--- Listed records Enclosed Below ---
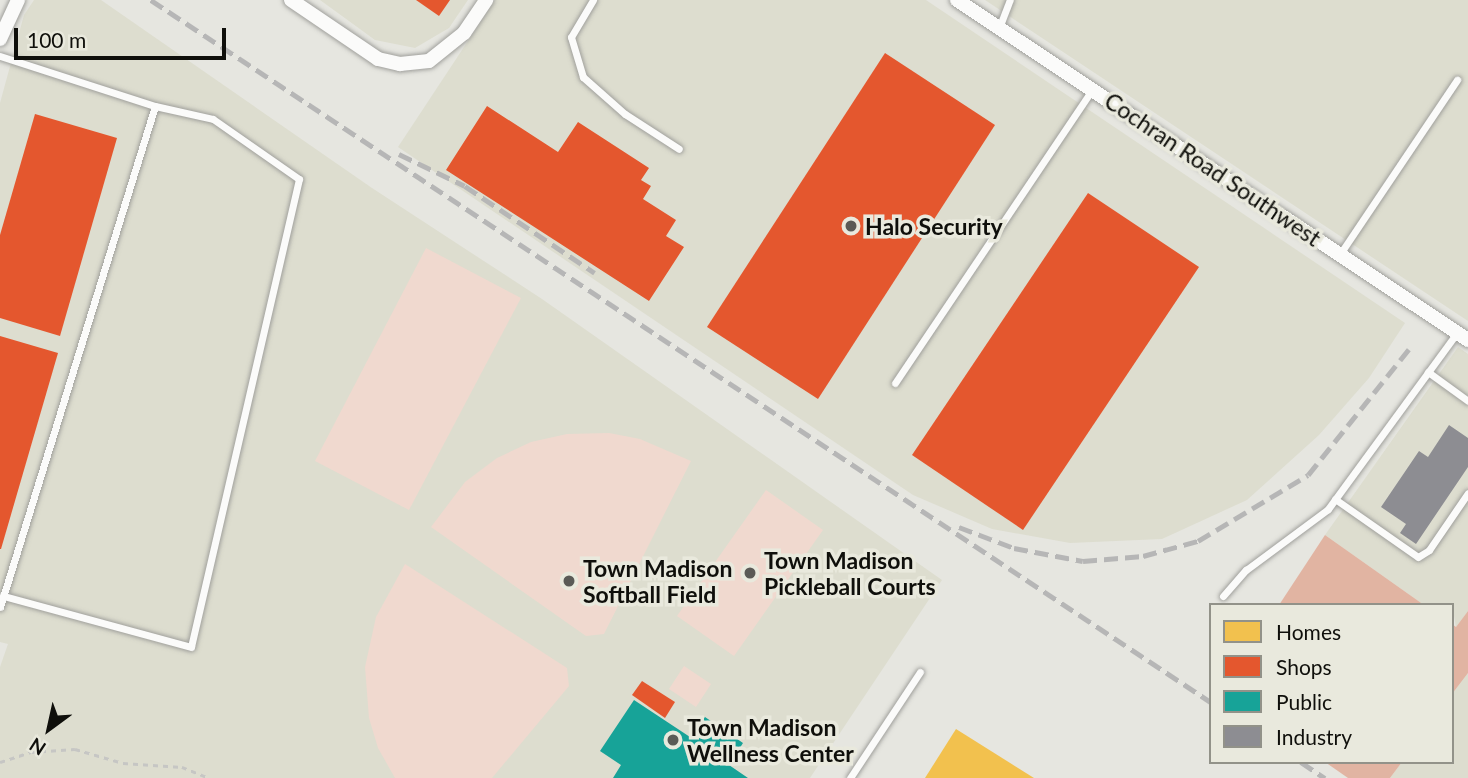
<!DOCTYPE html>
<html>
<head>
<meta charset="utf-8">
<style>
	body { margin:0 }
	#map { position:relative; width:1468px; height:778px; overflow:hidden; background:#e6e6e0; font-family:Lato,sans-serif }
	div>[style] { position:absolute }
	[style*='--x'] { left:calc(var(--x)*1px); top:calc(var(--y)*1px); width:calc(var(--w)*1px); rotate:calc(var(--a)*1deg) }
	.built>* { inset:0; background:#ddddcf }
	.green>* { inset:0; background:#f0d9cf }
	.forest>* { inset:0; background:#e1b4a2 }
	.homes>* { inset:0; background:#f2c14e }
	.shops>* { inset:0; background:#e4572e }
	.public>* { inset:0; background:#17a398 }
	.industry>* { inset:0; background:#8d8d92 }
	.path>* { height:2.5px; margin-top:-1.25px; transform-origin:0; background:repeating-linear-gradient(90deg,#c6c6c4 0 5px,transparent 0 10px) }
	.roads { filter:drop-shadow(0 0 2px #a0a09c) drop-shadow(0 0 2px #a0a09c) }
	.service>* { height:7px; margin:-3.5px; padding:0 3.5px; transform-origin:3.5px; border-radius:3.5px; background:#fbfbfa }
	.minor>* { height:14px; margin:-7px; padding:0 7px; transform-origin:7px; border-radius:7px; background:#fbfbfa }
	.rail>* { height:4.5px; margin-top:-2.25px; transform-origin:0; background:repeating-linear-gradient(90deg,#b6b6b6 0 14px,transparent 0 21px) }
	.dots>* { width:19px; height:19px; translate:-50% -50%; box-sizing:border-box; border:4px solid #e9e9dd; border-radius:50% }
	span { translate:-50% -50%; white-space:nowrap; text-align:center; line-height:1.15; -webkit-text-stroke:7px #e9e9dd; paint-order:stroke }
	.street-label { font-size:23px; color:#0f0f0b }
	.poi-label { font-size:23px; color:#0f0f0b; font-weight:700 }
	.left { translate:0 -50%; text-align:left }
	.legend { position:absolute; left:1209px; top:603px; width:245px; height:161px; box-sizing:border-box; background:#e9e9dd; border:2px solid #929289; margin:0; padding:9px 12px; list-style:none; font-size:21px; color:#0f0f0b }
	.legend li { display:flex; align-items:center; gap:14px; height:35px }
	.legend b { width:35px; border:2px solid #929289 }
	.north { position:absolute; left:14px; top:694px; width:70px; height:70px; -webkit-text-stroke:5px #e9e9dd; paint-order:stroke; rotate:213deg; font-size:19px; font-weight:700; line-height:28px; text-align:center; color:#0f0f0b }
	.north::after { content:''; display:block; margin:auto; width:24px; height:32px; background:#0f0f0b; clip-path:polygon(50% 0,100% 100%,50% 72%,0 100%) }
	.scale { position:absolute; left:14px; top:28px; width:212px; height:32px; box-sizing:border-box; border:4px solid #0f0f0b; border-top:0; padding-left:9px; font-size:21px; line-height:24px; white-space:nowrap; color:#0f0f0b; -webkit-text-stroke:5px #e9e9dd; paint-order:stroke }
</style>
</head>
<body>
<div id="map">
	<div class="built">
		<div style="clip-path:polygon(34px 0,101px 0,372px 188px,542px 299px,942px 580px,810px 778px,0 778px,0 667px,8px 644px,0 642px,0 103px,24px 15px)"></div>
		<div style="clip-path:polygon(320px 0,468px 0,449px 28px,415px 48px,375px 40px)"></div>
		<div style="clip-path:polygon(495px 0,926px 0,1405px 323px,1369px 378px,1319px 435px,1247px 500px,1162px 539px,1070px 543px,992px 529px,913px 495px,398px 147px)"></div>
		<div style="clip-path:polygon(985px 0,1468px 0,1468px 321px,1036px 34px)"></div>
		<div style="clip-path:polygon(1458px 347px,1468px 354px,1468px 611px,1456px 627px,1452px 605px,1424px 605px,1325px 535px)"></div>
		<div style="clip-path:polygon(1468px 673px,1468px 778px,1390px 778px,1402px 762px,1452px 762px,1452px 694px)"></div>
	</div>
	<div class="green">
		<div style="clip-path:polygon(426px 248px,521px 298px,409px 510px,315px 461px)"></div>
		<div style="clip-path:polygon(609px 433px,640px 439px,691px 461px,604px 634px,586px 636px,431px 527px,465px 482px,497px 458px,531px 442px,567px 434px)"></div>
		<div style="clip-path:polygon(766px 490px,823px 530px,734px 656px,677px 616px)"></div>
		<div style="clip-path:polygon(405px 564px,567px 668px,569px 686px,492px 778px,395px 778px,378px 748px,369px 718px,365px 667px,376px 617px)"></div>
		<div style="clip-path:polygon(684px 666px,711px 684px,696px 707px,669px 689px)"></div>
	</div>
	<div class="forest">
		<div style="clip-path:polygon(1325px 535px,1424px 605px,1279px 605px)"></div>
		<div style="clip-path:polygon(1468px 611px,1468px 673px,1452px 694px,1452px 624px,1456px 627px)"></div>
		<div style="clip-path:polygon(1325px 762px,1402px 762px,1390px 778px,1348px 778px)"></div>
	</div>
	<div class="homes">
		<div style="clip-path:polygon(956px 729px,1034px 778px,925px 778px)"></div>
	</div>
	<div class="shops">
		<div style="clip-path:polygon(416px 0,450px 0,439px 16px)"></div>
		<div style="clip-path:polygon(885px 53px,995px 125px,818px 399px,707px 327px)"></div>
		<div style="clip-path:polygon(487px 106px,558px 152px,578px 122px,649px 168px,641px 180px,651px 186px,643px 199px,676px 220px,666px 236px,684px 247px,649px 301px,446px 170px)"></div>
		<div style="clip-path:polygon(35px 114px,117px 138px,60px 336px,0 318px,0 235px)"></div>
		<div style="clip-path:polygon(1088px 193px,1199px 267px,1023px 530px,912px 455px)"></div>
		<div style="clip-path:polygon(0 336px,58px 353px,1px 549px,0 549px)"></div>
		<div style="clip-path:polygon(642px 681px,675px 702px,665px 718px,632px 695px)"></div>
	</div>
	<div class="public">
		<div style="clip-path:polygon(634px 700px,690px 737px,705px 717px,743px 743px,729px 765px,748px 778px,613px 778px,621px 765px,600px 751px)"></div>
	</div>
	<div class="industry">
		<div style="clip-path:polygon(1449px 425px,1468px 438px,1468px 467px,1416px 544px,1400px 533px,1406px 524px,1381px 507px,1419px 451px,1428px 457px)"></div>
	</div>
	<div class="path">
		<div style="--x:0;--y:762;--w:33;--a:-18"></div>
		<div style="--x:31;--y:752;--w:44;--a:-3.9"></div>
		<div style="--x:75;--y:749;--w:50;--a:16.3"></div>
		<div style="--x:123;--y:763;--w:59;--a:3.9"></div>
		<div style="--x:182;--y:767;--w:29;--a:22"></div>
	</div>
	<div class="roads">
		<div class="service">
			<div style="--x:593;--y:0;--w:43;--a:120.7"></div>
			<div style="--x:571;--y:37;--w:42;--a:73.3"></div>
			<div style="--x:583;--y:77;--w:56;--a:41.4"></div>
			<div style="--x:625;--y:114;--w:64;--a:32.9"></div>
			<div style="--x:999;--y:28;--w:30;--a:-69"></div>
			<div style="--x:0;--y:56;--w:163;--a:17.9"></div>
			<div style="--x:155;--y:106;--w:59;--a:12.6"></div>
			<div style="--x:213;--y:119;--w:105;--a:34.9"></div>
			<div style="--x:299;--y:179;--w:480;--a:103"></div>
			<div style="--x:191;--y:647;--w:195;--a:-164.8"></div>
			<div style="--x:1340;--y:254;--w:210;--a:-56.1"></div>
			<div style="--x:1428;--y:372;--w:49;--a:35.9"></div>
			<div style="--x:895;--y:383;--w:353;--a:-56.1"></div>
			<div style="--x:1335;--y:499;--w:101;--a:34.9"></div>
			<div style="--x:1418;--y:557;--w:13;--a:-32"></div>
			<div style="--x:1429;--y:550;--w:69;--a:-55.6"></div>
			<div style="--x:1223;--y:596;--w:35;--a:-49"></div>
			<div style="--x:1246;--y:570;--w:102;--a:-36.6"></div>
			<div style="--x:1328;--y:509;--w:218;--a:-53.8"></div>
			<div style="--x:0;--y:607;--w:524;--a:-72.81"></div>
			<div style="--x:850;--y:778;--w:127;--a:-56.6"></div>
		</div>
		<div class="minor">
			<div style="--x:291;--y:0;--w:105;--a:34.1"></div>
			<div style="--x:378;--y:59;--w:23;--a:13"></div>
			<div style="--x:400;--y:64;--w:29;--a:-6"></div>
			<div style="--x:429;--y:61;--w:45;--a:-38.7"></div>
			<div style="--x:464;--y:33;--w:40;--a:-56"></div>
			<div style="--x:957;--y:0;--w:614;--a:33.64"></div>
			<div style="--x:0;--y:39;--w:43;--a:-65.2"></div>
		</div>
	</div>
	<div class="rail">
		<div style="--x:151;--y:0;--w:1271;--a:33.52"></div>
		<div style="--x:399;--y:154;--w:73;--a:25.9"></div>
		<div style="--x:465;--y:186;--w:156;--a:33.8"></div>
		<div style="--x:959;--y:527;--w:59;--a:20.9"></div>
		<div style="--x:1014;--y:548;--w:70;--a:10.7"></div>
		<div style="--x:1083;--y:561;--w:60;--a:-4.8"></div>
		<div style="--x:1143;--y:556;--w:57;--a:-15.3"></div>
		<div style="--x:1198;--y:541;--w:128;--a:-31"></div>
		<div style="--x:1308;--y:475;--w:168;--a:-51.3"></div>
		<div style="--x:1301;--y:762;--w:29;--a:34"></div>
	</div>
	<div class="dots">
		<div style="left:851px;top:226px;background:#5a5a56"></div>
		<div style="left:750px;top:573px;background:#5a5a56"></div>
		<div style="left:569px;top:581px;background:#5a5a56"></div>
		<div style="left:673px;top:740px;background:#5a5a56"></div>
	</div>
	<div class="street-label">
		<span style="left:1213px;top:169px;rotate:34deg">Cochran Road Southwest</span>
	</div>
	<div class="poi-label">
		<span class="left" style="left:865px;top:226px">Halo Security</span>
		<span class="left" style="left:764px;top:573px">Town Madison<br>Pickleball Courts</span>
		<span class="left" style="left:583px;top:581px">Town Madison<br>Softball Field</span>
		<span class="left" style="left:687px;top:740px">Town Madison<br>Wellness Center</span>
	</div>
	<ul class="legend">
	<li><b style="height:19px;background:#f2c14e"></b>Homes</li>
	<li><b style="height:19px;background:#e4572e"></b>Shops</li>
	<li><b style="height:19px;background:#17a398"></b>Public</li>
	<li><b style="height:19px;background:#8d8d92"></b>Industry</li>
	</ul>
	<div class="north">N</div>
	<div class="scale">100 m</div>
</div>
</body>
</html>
--- End of Enclosed Listed records ---
Task statement -
Go through the entries above and say how many lines include the word "service". Give the number only.

Solution -
2